The Company relies on its scientific advisors and consultants to assist it in formulating its research, development and commercialization strategy. All of these individuals are engaged by employers other than the Company and have commitments to other entities that may limit their availability to the Company. Some of them also consult for companies that may be competitors of the Company's. A scientific advisor's other obligations may prevent him or her from assisting the Company in developing its technical and business strategies.
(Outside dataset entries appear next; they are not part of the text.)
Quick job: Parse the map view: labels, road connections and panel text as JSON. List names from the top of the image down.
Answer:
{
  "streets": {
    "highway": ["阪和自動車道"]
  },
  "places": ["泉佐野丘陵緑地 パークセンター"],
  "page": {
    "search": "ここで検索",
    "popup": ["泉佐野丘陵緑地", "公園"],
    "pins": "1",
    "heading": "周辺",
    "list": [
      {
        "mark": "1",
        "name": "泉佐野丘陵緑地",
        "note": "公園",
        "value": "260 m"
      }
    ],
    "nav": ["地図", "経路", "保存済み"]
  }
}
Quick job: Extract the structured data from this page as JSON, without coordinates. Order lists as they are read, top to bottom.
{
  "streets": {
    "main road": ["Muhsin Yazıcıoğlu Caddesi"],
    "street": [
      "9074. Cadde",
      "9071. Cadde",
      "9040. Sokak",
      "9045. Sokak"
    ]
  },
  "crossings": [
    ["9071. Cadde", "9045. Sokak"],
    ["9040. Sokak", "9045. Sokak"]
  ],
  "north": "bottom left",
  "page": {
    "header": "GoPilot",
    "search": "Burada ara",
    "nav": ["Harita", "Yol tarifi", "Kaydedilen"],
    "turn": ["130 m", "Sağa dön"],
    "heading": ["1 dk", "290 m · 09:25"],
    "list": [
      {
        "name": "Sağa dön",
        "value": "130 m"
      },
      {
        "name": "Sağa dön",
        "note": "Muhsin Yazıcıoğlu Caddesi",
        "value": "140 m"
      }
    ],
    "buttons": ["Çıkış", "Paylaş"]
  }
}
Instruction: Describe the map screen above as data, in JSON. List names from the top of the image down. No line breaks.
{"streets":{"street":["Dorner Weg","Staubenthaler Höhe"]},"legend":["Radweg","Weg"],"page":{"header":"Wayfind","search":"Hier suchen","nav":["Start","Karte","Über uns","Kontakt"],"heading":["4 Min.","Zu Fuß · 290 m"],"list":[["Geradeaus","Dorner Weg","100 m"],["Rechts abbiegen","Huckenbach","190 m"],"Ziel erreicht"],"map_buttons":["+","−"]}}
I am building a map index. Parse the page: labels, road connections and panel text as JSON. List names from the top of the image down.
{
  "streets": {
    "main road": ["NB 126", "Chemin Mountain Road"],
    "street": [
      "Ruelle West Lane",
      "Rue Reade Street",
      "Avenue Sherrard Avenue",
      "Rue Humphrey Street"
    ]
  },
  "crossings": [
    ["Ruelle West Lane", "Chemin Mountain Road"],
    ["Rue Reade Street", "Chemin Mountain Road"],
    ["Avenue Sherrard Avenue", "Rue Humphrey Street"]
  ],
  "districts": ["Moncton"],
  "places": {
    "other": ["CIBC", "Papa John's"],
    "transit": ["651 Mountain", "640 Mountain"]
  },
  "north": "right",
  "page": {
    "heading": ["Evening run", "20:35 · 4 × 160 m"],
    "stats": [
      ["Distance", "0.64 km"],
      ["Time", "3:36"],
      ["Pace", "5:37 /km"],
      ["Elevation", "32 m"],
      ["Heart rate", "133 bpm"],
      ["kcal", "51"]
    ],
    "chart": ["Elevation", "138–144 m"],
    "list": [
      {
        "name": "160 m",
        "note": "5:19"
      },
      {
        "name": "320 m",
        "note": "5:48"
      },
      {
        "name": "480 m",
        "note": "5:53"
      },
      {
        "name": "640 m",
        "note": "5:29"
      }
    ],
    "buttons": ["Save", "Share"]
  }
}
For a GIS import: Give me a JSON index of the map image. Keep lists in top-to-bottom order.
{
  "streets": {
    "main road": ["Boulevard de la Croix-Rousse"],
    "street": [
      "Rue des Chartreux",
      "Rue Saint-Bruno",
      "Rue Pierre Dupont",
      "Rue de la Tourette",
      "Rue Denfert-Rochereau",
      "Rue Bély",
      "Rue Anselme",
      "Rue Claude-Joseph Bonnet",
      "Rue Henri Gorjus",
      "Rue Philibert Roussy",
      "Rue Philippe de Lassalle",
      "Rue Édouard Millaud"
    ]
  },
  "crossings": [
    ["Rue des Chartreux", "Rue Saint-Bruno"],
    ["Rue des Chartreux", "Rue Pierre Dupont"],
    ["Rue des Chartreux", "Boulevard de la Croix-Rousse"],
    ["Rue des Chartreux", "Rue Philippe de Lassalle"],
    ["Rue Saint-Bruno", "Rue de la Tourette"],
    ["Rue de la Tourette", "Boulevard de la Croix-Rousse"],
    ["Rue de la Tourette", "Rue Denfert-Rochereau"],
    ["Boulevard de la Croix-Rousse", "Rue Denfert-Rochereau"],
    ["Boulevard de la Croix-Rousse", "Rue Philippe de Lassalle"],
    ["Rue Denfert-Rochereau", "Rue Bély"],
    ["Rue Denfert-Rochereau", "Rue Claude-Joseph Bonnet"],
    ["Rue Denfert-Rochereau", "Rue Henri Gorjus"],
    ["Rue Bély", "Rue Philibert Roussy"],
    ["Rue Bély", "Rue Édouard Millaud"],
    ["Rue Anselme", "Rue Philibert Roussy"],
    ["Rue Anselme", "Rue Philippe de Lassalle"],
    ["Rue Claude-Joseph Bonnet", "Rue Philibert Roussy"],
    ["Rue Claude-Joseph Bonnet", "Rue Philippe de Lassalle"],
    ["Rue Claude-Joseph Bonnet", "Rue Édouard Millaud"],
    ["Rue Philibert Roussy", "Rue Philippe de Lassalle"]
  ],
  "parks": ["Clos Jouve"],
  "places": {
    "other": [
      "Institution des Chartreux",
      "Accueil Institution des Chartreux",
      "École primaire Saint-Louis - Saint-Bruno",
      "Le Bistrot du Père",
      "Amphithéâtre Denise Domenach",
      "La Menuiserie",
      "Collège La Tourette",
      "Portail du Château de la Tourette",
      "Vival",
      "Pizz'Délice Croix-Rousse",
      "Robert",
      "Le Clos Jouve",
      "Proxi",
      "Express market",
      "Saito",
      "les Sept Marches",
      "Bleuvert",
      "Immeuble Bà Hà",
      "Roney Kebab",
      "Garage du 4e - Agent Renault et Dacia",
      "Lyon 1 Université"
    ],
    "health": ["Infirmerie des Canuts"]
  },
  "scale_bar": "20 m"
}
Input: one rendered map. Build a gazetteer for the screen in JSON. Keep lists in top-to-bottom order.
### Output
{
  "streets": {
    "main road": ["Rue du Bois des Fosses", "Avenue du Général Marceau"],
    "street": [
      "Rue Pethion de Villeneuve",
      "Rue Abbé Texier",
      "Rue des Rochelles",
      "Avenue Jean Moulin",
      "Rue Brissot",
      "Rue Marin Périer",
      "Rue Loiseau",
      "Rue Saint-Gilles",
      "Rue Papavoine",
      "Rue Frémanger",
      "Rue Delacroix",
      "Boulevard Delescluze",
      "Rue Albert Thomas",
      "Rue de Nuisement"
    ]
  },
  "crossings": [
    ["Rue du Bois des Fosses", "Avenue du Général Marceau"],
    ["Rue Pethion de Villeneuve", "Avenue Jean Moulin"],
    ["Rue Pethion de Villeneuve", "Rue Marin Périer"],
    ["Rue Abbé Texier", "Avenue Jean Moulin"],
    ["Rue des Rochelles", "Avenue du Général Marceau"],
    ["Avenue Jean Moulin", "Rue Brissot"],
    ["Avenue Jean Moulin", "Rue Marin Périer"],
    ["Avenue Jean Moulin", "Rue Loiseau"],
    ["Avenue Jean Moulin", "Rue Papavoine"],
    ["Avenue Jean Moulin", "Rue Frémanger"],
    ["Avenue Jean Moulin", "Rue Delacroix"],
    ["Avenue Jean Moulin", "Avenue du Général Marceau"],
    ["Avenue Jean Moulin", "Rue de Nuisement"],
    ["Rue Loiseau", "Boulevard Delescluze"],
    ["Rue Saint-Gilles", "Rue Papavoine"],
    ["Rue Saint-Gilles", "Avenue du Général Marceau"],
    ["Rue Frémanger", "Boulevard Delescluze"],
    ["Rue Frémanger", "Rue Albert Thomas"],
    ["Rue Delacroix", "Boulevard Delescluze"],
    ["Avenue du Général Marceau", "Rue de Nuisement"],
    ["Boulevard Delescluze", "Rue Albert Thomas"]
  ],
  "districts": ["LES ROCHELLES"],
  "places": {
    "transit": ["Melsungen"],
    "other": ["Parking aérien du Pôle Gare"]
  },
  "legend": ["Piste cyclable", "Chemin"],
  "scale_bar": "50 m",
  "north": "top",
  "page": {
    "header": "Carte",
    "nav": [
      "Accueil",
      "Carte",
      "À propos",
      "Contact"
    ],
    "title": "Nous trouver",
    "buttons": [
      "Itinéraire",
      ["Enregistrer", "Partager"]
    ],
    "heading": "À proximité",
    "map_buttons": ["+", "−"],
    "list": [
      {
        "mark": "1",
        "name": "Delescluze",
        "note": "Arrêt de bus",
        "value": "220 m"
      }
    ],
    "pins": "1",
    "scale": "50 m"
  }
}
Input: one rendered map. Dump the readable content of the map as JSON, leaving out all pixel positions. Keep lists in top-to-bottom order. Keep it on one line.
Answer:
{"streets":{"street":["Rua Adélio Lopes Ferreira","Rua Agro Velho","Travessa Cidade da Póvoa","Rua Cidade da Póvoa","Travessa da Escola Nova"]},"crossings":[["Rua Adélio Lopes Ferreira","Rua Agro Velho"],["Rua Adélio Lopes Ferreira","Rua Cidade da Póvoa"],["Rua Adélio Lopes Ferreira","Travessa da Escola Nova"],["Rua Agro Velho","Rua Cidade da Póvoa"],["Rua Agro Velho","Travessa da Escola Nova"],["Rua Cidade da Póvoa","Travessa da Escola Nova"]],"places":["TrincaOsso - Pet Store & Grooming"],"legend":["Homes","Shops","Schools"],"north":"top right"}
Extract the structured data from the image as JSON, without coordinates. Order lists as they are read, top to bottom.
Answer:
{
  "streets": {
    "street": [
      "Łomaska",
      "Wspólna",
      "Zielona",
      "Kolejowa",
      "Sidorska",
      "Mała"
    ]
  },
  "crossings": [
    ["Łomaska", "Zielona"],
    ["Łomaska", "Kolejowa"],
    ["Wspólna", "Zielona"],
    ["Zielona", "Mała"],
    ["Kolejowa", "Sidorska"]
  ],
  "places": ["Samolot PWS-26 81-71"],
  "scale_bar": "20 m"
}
To expand its research, product development and sales efforts the Company needs additional people skilled in areas such as bioinformatics, organic chemistry, information services, regulatory affairs, manufacturing, sales, marketing and technical support. Competition for these people is intense and their turnover rate is high. The Company will not be able to expand its business if it is unable to hire, train and retain a sufficient number of qualified employees.

BECAUSE GLAXO WELLCOME OWNS A SIGNIFICANT PORTION OF THE COMPANY'S OUTSTANDING CAPITAL STOCK, GLAXO MAY BE ABLE TO INFLUENCE THE OUTCOME OF STOCKHOLDER VOTES OR THE MARKET PRICE OF THE COMPANY'S STOCK.

As of September 30, 2001, Glaxo Wellcome plc, ("Glaxo") and its affiliates beneficially owned approximately 13% of the Company's outstanding common stock. Accordingly, Glaxo may be able to exercise influence over the Company's business and over matters subject to stockholder votes, including votes concerning the election of directors, adoption of amendments to the Company's certificate of incorporation and bylaws and approval of mergers and other significant corporate transactions. Moreover, the Company's stock price may drop if Glaxo or any of its affiliates sells a significant amount of the Company's stock or if investors interpret any sale of the Company's stock by Glaxo or any of its affiliates as a sign of weakness in the Company's business.

The Company acquired Genetic MicroSystems, Inc., a privately held instrumentation company specializing in DNA array technology in February, 2000 and Neomorphic, Inc., a privately-held, computational genomics company in October, 2000. These transactions may not be as beneficial to the Company as it expects.

FUTURE ACQUISITIONS MAY DISRUPT THE COMPANY'S BUSINESS AND DISTRACT COMPANY MANAGEMENT.

The Company has previously engaged in acquisitions and expects to continue to do so. The Company may not be able to identify suitable acquisition candidates, and if the Company does identify suitable candidates, it may not be able to make such acquisitions on commercially acceptable terms or at all. If the Company acquires another company, the Company may not be able to successfully integrate the acquired business into the Company's existing business in a timely and non-disruptive manner or at all. The Company may have to devote a significant amount of time and resources to do so. Even with this investment of time and resources, an acquisition may not produce the revenues, earnings or business synergies that the Company anticipates. If the Company fails to integrate the acquired business effectively or if key employees of that business leave, the anticipated benefits of the acquisition would be jeopardized. The time, capital management and other resources spent on an acquisition that fails to meet the Company's expectations could cause the Company's business and financial condition to be materially and adversely affected. In addition, acquisitions can involve non-recurring charges and amortization of significant amounts of goodwill and deferred stock compensation that could adversely affect the Company's results of operations.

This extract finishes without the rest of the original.